## Task details
Transcribe every line below exactly; no image goes into the output.

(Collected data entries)
Segment Open

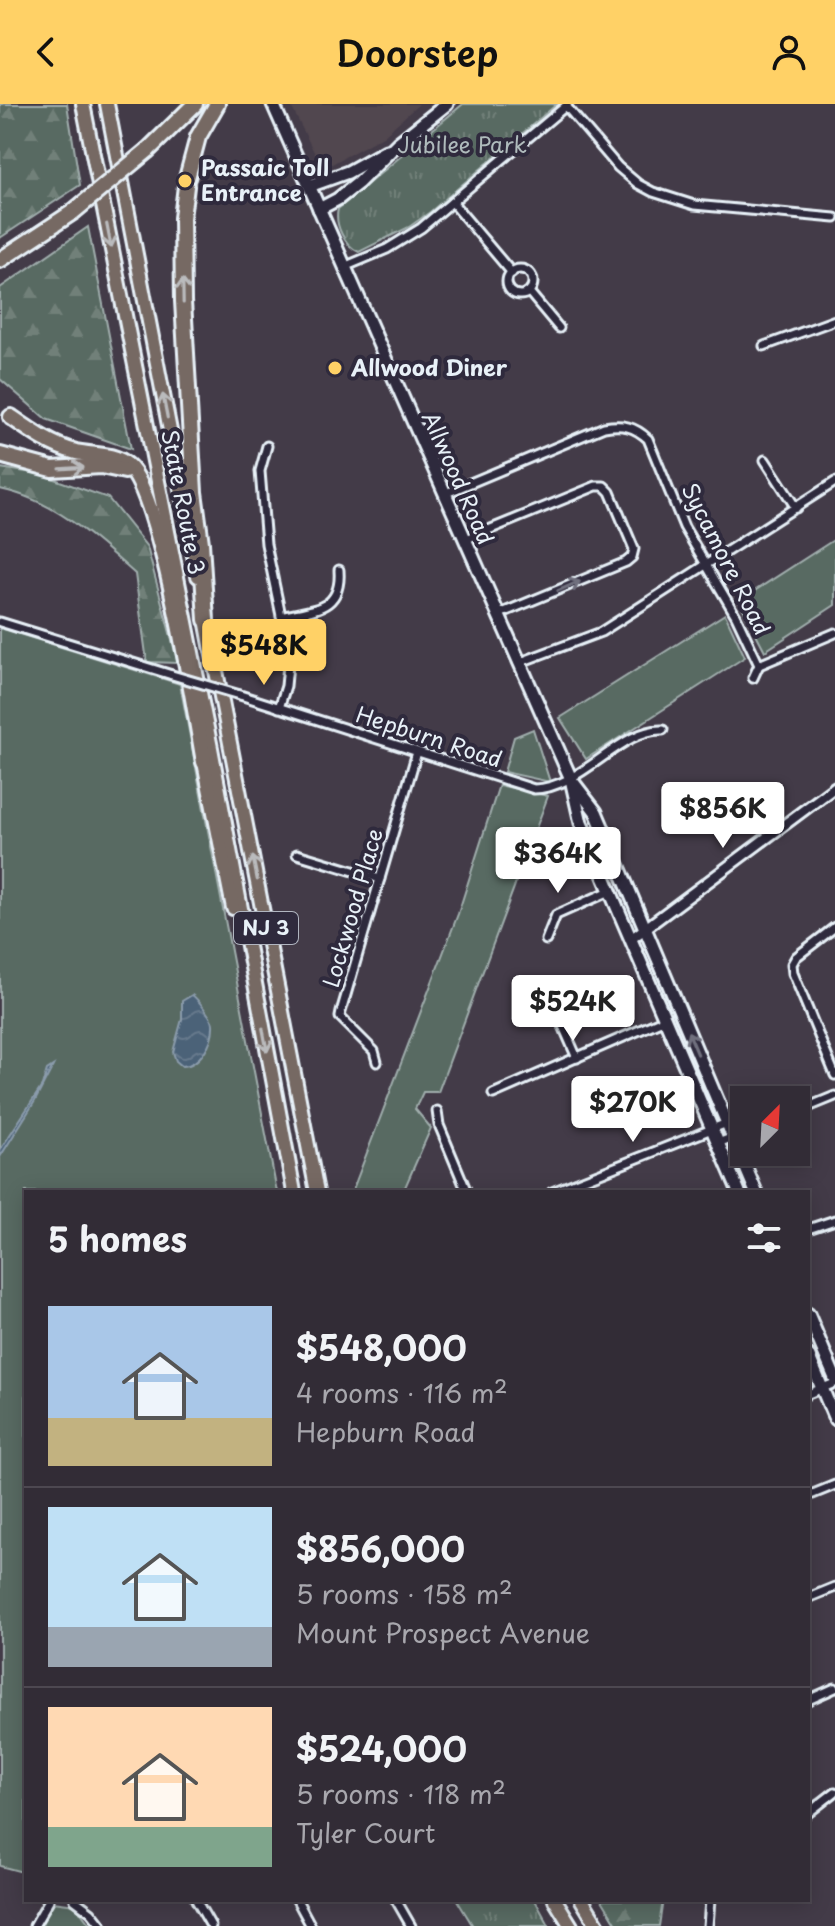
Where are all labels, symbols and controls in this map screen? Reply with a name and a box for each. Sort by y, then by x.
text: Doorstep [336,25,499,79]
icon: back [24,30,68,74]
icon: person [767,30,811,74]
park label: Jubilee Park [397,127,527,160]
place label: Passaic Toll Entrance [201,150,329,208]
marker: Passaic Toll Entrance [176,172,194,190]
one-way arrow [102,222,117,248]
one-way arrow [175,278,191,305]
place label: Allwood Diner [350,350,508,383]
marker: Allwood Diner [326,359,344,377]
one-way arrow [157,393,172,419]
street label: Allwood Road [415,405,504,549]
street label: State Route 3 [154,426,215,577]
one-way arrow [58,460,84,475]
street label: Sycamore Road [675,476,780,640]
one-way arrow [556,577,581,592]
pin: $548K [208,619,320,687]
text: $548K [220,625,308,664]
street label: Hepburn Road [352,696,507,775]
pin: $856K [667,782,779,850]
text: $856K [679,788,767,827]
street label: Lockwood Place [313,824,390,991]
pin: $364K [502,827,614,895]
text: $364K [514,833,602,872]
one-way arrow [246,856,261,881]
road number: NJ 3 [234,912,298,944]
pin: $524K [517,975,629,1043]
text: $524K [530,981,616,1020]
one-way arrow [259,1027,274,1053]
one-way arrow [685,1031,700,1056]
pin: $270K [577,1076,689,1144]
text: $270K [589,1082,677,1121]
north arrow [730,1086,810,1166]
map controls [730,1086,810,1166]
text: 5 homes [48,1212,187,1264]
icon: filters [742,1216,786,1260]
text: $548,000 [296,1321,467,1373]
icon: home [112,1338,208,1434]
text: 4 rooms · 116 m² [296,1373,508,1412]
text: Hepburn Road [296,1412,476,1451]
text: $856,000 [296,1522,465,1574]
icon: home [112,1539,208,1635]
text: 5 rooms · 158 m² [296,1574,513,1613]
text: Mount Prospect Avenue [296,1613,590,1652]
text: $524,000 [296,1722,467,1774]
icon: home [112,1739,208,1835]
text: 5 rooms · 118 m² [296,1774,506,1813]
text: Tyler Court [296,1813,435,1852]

Segment Closed

## Finished exercise
Where are all labels, symbols and controls in this map screen? Reply with a name and a box for each. Sort by y, then by x.
text: Doorstep [336,25,499,79]
icon: back [24,30,68,74]
icon: person [767,30,811,74]
park label: Jubilee Park [397,127,527,160]
place label: Passaic Toll Entrance [201,150,329,208]
marker: Passaic Toll Entrance [176,172,194,190]
one-way arrow [102,222,117,248]
one-way arrow [175,278,191,305]
place label: Allwood Diner [350,350,508,383]
marker: Allwood Diner [326,359,344,377]
one-way arrow [157,393,172,419]
street label: Allwood Road [415,405,504,549]
street label: State Route 3 [154,426,215,577]
one-way arrow [58,460,84,475]
street label: Sycamore Road [675,476,780,640]
one-way arrow [556,577,581,592]
pin: $548K [208,619,320,687]
text: $548K [220,625,308,664]
street label: Hepburn Road [352,696,507,775]
pin: $856K [667,782,779,850]
text: $856K [679,788,767,827]
street label: Lockwood Place [313,824,390,991]
pin: $364K [502,827,614,895]
text: $364K [514,833,602,872]
one-way arrow [246,856,261,881]
road number: NJ 3 [234,912,298,944]
pin: $524K [517,975,629,1043]
text: $524K [530,981,616,1020]
one-way arrow [259,1027,274,1053]
one-way arrow [685,1031,700,1056]
pin: $270K [577,1076,689,1144]
text: $270K [589,1082,677,1121]
north arrow [730,1086,810,1166]
map controls [730,1086,810,1166]
text: 5 homes [48,1212,187,1264]
icon: filters [742,1216,786,1260]
text: $548,000 [296,1321,467,1373]
icon: home [112,1338,208,1434]
text: 4 rooms · 116 m² [296,1373,508,1412]
text: Hepburn Road [296,1412,476,1451]
text: $856,000 [296,1522,465,1574]
icon: home [112,1539,208,1635]
text: 5 rooms · 158 m² [296,1574,513,1613]
text: Mount Prospect Avenue [296,1613,590,1652]
text: $524,000 [296,1722,467,1774]
icon: home [112,1739,208,1835]
text: 5 rooms · 118 m² [296,1774,506,1813]
text: Tyler Court [296,1813,435,1852]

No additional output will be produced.